60. Thus, in Tasima 63 the Department of Transport was permitted to raise a collateral challenge in the form of a counter-application for review, as a defence to contempt proceedings which were brought, when it sought to resist compliance with an order which had been granted against it, improperly extending a service contract after it had already expired. There had been a 6-year delay between the time when the contract was improperly extended and when the challenge was lodged. The CC confirmed that reactive challenges may be brought by organs of state, provided that the delay in doing so was not ‘unwarrantably undue’.64 It held that, whilst a court should be slow to allow procedural hurdles to prevent it from looking into a challenge to the lawfulness of the exercise of public power it was equally a feature of the rule of law that ‘undue’ delay should not be tolerated, as it could prejudice the respondent and undermine the public interest in bringing certainty and finality to administrative action. Consequently, a court should exhibit ‘vigilance, consideration and propriety’ before overlooking a late review, ‘reactive or otherwise’.65

61. In considering whether to condone the delay in Tasima, the CC adopted the ’factual, multifactorial and context-sensitive’66 test which was formulated in Khumalo67 (which concerned a review) in which it was held that regard must be had to all the relevant circumstances including the nature of the disputed decision and the merits of the challenge to it,68 and the explanation which has been tendered for the delay and why it should be overlooked, with reference to the consequences which may ensue if the impugned decision is set aside or not enforced, including any potential prejudice that may be occasioned to affected parties. It also reiterated that, as far as the explanation for the delay is concerned it must be a full and comprehensive one, which covers the entire period.69

62. In similar vein, in Gijima 70 where the CC held that organs of state who seek to review their own decisions must do so in terms of the principle of legality, and not by way of a review of administrative action in terms of PAJA (as it only applies to private persons and not to the state), it confirmed en passant that when doing so by way of a reactive challenge the question of ‘unwarranted delay’ may feature and may have to be accounted for. Finally, in Buffalo City, 71 where the municipality raised a collateral challenge in the form of the review of a tender (in defence to an application for provisional sentence claiming payment in terms of a contract which was concluded pursuant to the award thereof) the Court emphasised (per Cameron J) that if collateral review challenges were allowed in the face of utterly unreasonable delays, without even minimal explanations, the protections which had been afforded by various judgments would provide ‘leaky cover’.
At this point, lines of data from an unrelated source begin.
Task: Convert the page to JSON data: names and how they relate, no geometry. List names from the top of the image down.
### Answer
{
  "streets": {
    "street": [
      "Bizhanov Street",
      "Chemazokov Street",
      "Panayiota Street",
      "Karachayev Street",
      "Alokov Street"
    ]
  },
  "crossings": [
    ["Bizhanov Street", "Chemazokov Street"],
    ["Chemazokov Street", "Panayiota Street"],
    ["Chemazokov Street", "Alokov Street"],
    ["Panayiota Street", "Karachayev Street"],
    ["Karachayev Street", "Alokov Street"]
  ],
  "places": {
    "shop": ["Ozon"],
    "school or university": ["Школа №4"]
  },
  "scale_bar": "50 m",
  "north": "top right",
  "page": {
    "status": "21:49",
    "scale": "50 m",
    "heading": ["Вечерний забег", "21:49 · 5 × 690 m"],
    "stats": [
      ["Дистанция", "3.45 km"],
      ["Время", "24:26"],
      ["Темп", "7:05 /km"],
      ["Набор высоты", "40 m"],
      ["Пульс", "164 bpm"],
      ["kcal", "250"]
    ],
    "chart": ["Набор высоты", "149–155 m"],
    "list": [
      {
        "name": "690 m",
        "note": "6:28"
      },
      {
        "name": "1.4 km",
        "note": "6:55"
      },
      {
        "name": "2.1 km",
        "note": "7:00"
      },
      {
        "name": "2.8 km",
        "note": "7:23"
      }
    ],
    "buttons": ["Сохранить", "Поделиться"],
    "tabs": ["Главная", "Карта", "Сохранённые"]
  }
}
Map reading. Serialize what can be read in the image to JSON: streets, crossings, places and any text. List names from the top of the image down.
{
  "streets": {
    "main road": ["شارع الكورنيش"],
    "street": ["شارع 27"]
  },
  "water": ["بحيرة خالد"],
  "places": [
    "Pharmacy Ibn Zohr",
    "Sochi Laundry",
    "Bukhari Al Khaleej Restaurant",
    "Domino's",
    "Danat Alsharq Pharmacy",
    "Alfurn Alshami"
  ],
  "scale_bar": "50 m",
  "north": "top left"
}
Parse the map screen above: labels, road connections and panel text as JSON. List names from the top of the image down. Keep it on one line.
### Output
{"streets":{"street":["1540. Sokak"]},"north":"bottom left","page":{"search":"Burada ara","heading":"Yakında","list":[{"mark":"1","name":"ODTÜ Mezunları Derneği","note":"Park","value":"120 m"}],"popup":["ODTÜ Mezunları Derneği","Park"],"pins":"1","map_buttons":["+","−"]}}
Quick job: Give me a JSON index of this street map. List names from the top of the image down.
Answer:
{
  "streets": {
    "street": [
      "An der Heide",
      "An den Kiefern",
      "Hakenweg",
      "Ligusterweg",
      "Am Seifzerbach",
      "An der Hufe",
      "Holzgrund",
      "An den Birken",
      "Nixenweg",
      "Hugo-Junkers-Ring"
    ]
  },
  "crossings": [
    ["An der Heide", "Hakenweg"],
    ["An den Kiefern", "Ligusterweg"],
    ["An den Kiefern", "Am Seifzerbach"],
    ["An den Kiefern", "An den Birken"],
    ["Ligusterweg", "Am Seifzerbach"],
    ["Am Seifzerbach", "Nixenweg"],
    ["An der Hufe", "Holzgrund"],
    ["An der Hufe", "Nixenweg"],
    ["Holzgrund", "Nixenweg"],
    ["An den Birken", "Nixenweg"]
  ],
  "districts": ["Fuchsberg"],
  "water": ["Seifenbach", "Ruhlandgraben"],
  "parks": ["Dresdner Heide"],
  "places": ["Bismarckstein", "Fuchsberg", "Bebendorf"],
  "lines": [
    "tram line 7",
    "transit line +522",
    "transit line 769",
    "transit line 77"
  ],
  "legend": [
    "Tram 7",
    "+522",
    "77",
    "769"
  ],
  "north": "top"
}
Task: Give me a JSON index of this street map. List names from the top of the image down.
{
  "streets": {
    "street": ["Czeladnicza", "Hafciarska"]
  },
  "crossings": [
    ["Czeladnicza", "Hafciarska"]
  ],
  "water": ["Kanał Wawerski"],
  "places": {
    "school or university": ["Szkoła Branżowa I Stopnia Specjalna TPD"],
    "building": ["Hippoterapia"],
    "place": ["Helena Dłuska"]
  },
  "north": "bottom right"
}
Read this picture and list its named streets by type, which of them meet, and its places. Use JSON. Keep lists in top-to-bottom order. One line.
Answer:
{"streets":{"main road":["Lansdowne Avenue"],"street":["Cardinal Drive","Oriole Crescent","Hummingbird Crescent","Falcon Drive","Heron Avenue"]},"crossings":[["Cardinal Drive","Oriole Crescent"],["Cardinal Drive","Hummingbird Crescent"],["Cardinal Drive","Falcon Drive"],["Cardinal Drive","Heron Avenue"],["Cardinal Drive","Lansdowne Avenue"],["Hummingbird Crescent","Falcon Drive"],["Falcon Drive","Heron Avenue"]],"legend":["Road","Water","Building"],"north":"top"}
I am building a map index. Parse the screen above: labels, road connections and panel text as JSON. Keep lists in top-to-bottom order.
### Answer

(ii) An application and a summary

63. It is time to apply the principles which have been elucidated, to the facts of the case which is before us. In doing so, and by way of a preliminary remark, it is in my view wholly unhelpful to make use of the formalistic distinction between a so-called ‘classical’ collateral challenge by a private person as it is commonly understood (as typified by and identified in Boddington), and a so-called ‘extended’ one by an organ of state or corporate entity (of the kind which features in Oudekraal, Merafong, Tasima and Buffalo City), and to attempt to force the facts of this matter into one or other of these categorizations. Whereas they may be useful when one is engaged in attempting to understand the historical origins and the evolution and development of the use of such challenges, in English law and our law, they should not be seen and understood as two different legal animals, which are subject to two wholly different legal regimes and treatments. Given the developments which have occurred in this area of the law and the extension of the availability of such challenges, from private persons to corporate entities and organs of state, and from purely reactive i.e. defensive applications to offensive ones it is, in my view, time to jettison the artificiality of these distinctions and to simply refer to collateral challenges as a genus, rather than in terms of separate species.

64. It is precisely because of the appellant’s attempt to straitjacket the facts of the matter into one or other of these categorizations, based on the remarks which were made in Merafong, that the parties arrive at diametrically opposite interpretations of the judgment, and the appellant has misread the judgment.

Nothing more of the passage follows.